- Task: Tally the lines of the data below that contain the string "places". Give the tally and nothing else.

- Excerpted records:
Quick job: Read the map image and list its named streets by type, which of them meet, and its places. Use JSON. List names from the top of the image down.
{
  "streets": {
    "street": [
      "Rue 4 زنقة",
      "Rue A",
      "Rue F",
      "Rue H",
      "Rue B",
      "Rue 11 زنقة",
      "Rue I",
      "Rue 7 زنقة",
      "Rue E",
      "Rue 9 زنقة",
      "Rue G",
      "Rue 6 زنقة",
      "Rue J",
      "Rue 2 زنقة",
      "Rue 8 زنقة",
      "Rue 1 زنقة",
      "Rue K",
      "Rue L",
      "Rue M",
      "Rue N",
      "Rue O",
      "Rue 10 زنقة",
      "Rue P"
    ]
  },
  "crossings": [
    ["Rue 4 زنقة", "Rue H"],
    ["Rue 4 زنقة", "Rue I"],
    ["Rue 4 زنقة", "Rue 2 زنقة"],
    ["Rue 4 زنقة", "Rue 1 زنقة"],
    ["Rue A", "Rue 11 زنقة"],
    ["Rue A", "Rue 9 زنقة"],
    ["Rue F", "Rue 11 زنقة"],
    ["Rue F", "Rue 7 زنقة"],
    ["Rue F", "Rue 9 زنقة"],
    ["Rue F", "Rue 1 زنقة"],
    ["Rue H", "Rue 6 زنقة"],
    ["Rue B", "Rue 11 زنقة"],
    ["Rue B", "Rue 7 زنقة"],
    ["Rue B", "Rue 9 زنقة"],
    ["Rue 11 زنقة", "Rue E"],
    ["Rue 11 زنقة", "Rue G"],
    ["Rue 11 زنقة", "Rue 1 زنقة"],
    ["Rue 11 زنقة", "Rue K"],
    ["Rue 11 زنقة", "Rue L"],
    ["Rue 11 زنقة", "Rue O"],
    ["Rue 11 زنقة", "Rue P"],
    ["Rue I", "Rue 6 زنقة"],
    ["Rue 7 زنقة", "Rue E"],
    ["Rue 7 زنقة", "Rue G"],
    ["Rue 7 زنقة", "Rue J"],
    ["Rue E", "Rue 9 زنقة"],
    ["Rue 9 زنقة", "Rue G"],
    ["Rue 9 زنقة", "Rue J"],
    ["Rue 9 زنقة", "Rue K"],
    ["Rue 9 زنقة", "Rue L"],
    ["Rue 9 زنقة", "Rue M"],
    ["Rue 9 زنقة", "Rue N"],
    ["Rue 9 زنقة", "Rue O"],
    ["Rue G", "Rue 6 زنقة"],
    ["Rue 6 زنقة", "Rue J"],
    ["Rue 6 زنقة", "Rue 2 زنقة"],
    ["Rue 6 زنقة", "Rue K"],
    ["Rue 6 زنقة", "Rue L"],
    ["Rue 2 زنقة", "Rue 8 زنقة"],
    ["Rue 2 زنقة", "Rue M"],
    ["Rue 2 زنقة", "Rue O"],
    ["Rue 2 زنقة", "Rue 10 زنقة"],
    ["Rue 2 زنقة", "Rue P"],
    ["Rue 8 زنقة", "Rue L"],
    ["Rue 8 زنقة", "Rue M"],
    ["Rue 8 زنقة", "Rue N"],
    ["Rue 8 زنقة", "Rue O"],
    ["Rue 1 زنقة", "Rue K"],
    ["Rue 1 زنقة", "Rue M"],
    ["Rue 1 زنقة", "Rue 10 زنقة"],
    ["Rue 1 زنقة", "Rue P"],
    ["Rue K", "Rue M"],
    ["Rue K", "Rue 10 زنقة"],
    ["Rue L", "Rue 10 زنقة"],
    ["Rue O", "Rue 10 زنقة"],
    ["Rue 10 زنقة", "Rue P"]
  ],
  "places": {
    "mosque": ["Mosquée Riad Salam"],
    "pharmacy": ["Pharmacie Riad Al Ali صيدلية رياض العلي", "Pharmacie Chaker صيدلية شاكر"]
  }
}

- Result: 2